*PROBLEM TO WORK ON*.
Give an exact copy of the line that has "69A42 42 0 0" and of every line below it, through the last, with nothing else.

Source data
====
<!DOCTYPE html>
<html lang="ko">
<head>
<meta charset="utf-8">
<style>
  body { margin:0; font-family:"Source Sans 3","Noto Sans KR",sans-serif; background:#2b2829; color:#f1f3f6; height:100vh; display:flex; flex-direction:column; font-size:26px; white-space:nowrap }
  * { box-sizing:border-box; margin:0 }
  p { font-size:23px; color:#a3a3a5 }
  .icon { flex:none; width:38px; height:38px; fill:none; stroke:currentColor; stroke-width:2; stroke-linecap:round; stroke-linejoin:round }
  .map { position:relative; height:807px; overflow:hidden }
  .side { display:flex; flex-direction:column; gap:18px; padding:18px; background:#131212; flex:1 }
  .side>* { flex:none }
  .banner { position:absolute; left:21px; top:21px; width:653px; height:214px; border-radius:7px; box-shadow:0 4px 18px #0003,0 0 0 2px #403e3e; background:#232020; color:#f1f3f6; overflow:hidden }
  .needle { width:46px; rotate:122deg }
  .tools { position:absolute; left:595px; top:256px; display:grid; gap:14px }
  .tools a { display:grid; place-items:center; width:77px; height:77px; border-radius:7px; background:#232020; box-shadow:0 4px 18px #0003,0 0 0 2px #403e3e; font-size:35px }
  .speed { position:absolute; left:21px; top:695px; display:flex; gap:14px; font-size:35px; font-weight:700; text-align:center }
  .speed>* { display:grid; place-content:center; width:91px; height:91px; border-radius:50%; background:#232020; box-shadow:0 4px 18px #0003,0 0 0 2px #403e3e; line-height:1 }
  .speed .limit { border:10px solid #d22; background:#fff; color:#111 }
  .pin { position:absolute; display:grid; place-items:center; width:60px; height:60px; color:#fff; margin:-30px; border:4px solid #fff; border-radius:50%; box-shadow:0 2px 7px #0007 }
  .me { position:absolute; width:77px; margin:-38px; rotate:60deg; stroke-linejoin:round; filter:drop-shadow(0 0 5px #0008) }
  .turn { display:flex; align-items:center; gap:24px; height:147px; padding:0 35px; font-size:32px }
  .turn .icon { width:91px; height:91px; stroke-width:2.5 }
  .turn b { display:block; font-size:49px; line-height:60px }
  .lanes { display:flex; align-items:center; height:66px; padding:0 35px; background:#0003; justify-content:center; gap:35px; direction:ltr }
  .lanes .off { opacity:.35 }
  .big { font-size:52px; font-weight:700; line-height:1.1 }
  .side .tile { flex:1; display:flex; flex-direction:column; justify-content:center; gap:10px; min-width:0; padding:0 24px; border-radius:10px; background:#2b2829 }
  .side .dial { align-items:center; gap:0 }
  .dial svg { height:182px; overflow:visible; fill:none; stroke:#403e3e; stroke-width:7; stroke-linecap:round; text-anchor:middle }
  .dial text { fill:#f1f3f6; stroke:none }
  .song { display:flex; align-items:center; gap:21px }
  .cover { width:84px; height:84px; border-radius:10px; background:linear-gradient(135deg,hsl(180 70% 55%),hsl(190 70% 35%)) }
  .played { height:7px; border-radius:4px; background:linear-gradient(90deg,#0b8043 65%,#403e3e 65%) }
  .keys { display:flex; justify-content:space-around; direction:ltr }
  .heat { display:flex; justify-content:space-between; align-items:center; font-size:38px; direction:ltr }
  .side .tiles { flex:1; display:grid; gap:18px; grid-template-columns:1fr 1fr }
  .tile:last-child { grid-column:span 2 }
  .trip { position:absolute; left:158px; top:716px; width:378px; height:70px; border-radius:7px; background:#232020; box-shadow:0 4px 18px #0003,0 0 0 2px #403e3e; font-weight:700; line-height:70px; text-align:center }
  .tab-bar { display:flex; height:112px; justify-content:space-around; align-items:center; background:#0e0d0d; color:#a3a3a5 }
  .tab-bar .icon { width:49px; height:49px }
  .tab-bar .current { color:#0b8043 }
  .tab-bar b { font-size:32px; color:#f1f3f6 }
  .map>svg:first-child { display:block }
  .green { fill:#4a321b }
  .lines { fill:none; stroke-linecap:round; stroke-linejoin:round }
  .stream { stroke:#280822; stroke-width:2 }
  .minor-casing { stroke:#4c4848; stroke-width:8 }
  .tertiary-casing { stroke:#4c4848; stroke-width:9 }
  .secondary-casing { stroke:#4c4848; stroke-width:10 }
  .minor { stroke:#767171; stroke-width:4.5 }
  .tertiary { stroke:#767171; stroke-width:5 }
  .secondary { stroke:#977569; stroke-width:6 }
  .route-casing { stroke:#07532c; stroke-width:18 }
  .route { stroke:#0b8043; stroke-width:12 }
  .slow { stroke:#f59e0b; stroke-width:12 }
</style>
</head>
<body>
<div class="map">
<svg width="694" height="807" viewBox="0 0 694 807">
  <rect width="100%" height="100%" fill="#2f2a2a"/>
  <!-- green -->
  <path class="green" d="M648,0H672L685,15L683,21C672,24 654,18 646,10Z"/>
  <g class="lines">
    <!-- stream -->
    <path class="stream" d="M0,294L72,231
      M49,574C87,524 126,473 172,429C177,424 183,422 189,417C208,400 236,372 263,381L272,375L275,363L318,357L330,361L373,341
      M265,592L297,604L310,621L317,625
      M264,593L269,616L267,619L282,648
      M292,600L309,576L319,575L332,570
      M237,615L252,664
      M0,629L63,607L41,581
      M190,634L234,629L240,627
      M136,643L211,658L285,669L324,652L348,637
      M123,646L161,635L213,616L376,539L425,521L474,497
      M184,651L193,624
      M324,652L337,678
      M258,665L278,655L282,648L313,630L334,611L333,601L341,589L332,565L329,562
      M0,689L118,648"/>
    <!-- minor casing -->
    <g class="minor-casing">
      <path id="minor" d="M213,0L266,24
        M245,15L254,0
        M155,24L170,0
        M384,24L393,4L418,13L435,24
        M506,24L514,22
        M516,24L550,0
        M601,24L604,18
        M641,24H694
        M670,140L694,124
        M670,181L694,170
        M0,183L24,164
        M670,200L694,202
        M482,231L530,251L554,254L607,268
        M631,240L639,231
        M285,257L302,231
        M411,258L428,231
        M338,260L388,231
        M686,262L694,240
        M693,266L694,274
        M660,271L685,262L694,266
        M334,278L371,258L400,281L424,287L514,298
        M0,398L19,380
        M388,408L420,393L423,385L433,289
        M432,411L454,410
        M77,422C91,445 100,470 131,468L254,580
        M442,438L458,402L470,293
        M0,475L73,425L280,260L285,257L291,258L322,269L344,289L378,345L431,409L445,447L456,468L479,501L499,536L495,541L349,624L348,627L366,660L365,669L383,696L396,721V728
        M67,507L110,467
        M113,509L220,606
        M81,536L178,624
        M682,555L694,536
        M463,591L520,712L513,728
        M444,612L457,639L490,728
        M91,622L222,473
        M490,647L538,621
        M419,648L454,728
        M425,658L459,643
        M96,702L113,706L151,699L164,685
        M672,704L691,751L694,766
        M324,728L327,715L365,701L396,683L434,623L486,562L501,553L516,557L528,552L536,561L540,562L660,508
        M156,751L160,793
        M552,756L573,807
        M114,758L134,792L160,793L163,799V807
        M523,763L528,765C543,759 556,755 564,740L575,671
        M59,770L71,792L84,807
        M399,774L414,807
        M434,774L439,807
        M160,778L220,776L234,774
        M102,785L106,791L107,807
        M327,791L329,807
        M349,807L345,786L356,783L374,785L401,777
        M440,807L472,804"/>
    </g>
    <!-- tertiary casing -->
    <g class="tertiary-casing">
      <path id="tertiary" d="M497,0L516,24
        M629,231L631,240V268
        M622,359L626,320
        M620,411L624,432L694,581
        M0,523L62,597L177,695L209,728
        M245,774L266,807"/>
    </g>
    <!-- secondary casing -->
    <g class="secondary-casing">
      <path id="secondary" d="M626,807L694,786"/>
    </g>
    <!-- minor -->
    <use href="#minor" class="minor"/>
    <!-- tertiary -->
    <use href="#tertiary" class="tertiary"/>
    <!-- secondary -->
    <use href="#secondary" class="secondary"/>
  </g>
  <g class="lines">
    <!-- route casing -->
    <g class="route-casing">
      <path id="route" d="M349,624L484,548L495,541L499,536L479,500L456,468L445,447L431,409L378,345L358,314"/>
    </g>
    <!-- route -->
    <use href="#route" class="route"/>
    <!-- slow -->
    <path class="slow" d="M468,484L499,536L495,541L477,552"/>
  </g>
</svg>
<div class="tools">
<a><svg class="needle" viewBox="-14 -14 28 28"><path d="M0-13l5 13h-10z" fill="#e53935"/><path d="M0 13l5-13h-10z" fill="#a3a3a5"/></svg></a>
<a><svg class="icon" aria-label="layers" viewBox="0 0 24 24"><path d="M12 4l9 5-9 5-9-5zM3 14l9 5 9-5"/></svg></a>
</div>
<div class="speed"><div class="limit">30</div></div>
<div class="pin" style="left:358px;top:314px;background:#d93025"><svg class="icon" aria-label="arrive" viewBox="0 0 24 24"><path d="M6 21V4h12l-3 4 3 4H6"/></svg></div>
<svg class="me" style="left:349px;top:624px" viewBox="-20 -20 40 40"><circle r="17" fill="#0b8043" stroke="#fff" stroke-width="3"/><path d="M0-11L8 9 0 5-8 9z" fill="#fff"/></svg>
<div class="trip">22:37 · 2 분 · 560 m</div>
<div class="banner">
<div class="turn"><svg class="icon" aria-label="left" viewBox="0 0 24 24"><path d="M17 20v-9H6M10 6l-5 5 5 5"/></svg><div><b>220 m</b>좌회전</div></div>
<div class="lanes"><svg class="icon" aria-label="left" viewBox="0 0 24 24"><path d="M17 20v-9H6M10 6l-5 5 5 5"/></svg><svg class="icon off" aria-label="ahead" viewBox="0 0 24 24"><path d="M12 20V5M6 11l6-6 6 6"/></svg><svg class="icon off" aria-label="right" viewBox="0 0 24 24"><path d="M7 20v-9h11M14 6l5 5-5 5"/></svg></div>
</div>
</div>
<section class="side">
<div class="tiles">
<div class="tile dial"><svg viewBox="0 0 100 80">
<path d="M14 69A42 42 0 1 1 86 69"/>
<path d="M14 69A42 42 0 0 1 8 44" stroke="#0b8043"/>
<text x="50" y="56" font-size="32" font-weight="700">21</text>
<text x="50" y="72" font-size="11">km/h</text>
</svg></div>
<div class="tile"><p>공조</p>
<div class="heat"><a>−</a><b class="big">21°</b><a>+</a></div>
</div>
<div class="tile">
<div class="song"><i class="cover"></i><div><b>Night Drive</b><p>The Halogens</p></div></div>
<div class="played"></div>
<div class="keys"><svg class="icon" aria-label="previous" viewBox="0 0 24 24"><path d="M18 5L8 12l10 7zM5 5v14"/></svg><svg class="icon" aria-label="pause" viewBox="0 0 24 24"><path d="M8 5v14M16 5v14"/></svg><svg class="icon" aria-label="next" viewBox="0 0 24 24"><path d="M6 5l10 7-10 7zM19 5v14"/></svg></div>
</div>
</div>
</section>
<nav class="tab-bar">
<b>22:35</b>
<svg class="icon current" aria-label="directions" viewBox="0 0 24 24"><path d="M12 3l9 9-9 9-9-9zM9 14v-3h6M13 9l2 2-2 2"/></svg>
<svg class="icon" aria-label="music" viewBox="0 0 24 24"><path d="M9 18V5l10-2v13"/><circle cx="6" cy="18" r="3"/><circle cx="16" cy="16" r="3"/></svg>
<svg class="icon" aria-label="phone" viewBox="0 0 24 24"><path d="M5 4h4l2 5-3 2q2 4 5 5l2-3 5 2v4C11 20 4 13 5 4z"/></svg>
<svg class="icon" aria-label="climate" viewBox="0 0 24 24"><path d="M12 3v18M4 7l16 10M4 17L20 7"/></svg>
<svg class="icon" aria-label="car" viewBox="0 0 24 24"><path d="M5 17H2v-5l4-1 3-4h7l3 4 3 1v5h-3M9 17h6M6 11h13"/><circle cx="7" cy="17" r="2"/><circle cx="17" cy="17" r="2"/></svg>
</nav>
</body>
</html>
====
*WRITTEN RESPONSE*.
<path d="M14 69A42 42 0 0 1 8 44" stroke="#0b8043"/>
<text x="50" y="56" font-size="32" font-weight="700">21</text>
<text x="50" y="72" font-size="11">km/h</text>
</svg></div>
<div class="tile"><p>공조</p>
<div class="heat"><a>−</a><b class="big">21°</b><a>+</a></div>
</div>
<div class="tile">
<div class="song"><i class="cover"></i><div><b>Night Drive</b><p>The Halogens</p></div></div>
<div class="played"></div>
<div class="keys"><svg class="icon" aria-label="previous" viewBox="0 0 24 24"><path d="M18 5L8 12l10 7zM5 5v14"/></svg><svg class="icon" aria-label="pause" viewBox="0 0 24 24"><path d="M8 5v14M16 5v14"/></svg><svg class="icon" aria-label="next" viewBox="0 0 24 24"><path d="M6 5l10 7-10 7zM19 5v14"/></svg></div>
</div>
</div>
</section>
<nav class="tab-bar">
<b>22:35</b>
<svg class="icon current" aria-label="directions" viewBox="0 0 24 24"><path d="M12 3l9 9-9 9-9-9zM9 14v-3h6M13 9l2 2-2 2"/></svg>
<svg class="icon" aria-label="music" viewBox="0 0 24 24"><path d="M9 18V5l10-2v13"/><circle cx="6" cy="18" r="3"/><circle cx="16" cy="16" r="3"/></svg>
<svg class="icon" aria-label="phone" viewBox="0 0 24 24"><path d="M5 4h4l2 5-3 2q2 4 5 5l2-3 5 2v4C11 20 4 13 5 4z"/></svg>
<svg class="icon" aria-label="climate" viewBox="0 0 24 24"><path d="M12 3v18M4 7l16 10M4 17L20 7"/></svg>
<svg class="icon" aria-label="car" viewBox="0 0 24 24"><path d="M5 17H2v-5l4-1 3-4h7l3 4 3 1v5h-3M9 17h6M6 11h13"/><circle cx="7" cy="17" r="2"/><circle cx="17" cy="17" r="2"/></svg>
</nav>
</body>
</html>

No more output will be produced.